Título: Greve termina mas caos nos aeroportos continua
Autor: Camarotti, Gerson e Duarte, Patrícia
Fonte: O Globo, 01/04/2007, Economia, p. 35

Manhã de sábado teve 14% dos vôos suspensos. Lula deve convocar reunião de emergência e Pires pode cair

BRASÍLIA, RIO e SÃO PAULO. Apesar do acordo fechado entre o governo e controladores aéreos no fim da noite de sexta-feira, os atrasos continuaram na manhã de sábado nos principais aeroportos do pais e muitos vôos foram cancelados.

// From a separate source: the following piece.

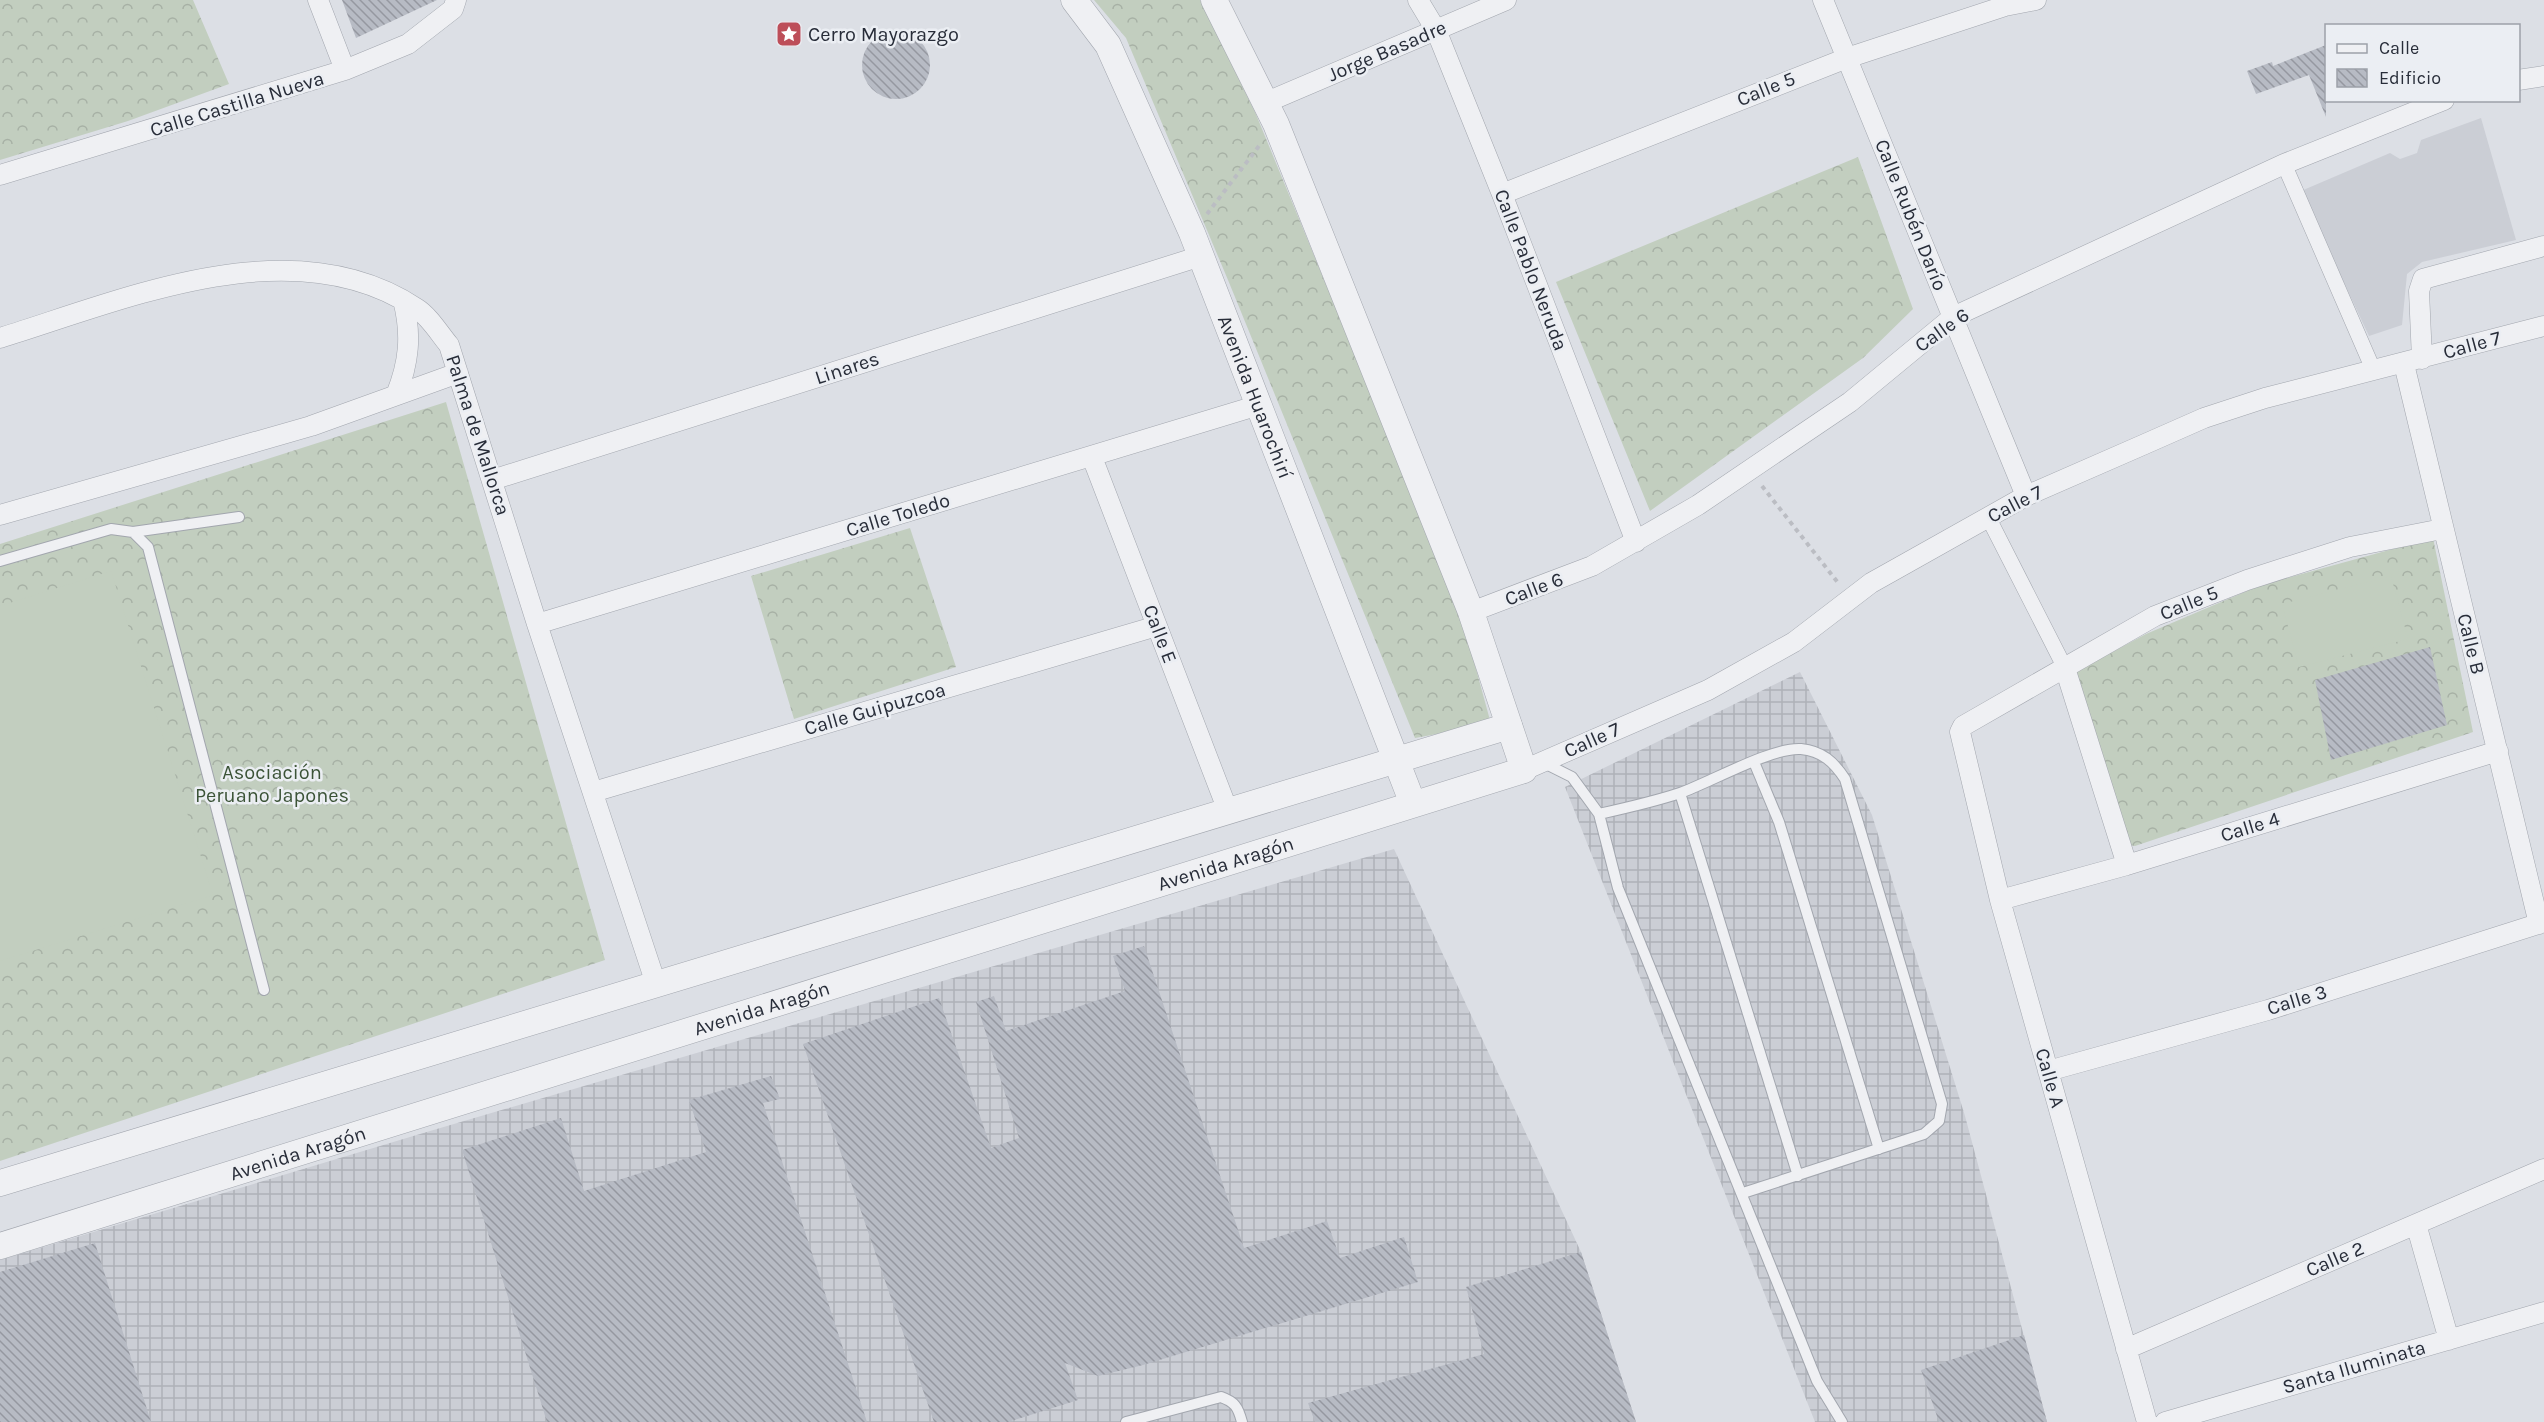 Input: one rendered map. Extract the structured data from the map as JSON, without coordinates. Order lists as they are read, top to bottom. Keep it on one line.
{"streets":{"street":["Jorge Basadre","Calle 5","Calle Castilla Nueva","Calle Rubén Darío","Calle Pablo Neruda","Calle 6","Calle 7","Linares","Avenida Huarochirí","Palma de Mallorca","Calle Toledo","Calle E","Calle B","Calle Guipuzcoa","Calle 4","Avenida Aragón","Calle 3","Calle A","Calle 2","Santa Iluminata"]},"crossings":[["Jorge Basadre","Calle Pablo Neruda"],["Calle 5","Calle Rubén Darío"],["Calle 5","Calle Pablo Neruda"],["Calle 5","Calle B"],["Calle 5","Calle A"],["Calle Rubén Darío","Calle 6"],["Calle Rubén Darío","Calle 7"],["Calle Pablo Neruda","Calle 6"],["Calle 7","Calle B"],["Calle 7","Avenida Aragón"],["Linares","Avenida Huarochirí"],["Linares","Palma de Mallorca"],["Avenida Huarochirí","Calle Toledo"],["Avenida Huarochirí","Avenida Aragón"],["Palma de Mallorca","Calle Toledo"],["Palma de Mallorca","Calle Guipuzcoa"],["Calle Toledo","Calle E"],["Calle E","Calle Guipuzcoa"],["Calle B","Calle 4"],["Calle B","Calle 3"],["Calle 4","Calle A"],["Calle 3","Calle A"],["Calle A","Calle 2"]],"parks":["Asociación Peruano Japones"],"places":{"place":["Cerro Mayorazgo"]},"legend":["Calle","Edificio"]}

Balanço divulgado ontem às 10h45m pela Infraero, informava que dos 553 vôos previstos entre a meia noite de sexta-feira e às 10h30 de ontem, 14,8% (82 vôos) foram cancelados e 18,3% (101 vôos) estavam atrasados.

Em Manaus, 41,7% dos vôos estavam atrasados. E os cancelamentos em Recife chegavam a 62,5% dos vôos previstos. Em Brasília, 15 vôos foram cancelados, o que representava 41,7% dos vôos previstos ontem pela manhã. Segundo o superintendente regional da Infraero Sudeste, Edgard Brandão Júnior, a situação só deve se normalizar na manhã de segunda-feira e isso apenas se não houver novos problemas no Cindacta 1.

Em entrevista à rádio Jovem Pan, o presidente da Infraero, brigadeiro José Carlos Pereira, disse que protestos como o dos controladores destroem a malha aérea do país. A Infraero informou que os controladores de vôo retornaram ao trabalho na madrugada e as operações nos sistema de radar nos Cindactas estava normalizada.

- Uma paralisação longa como essa destrói a malha aérea do país. Estamos, praticamente, começando do zero neste sábado - lamentou José Carlos Pereira, durante a entrevista à emissora de rádio.

A nova crise aérea deve antecipar a saída do ministro da Defesa, Waldir Pires. Para interlocutores, o próprio ministro admitiu que sua situação ficou insustentável e que ele só vai esperar a normalização dos aeroportos para ter uma saída honrosa. Previsto para chegar de Washington na madrugada deste domingo, o presidente Luiz Inácio Lula da Silva deve convocar, ainda hoje, uma reunião em Brasília com ministros e assessores ligados ao caos aéreo.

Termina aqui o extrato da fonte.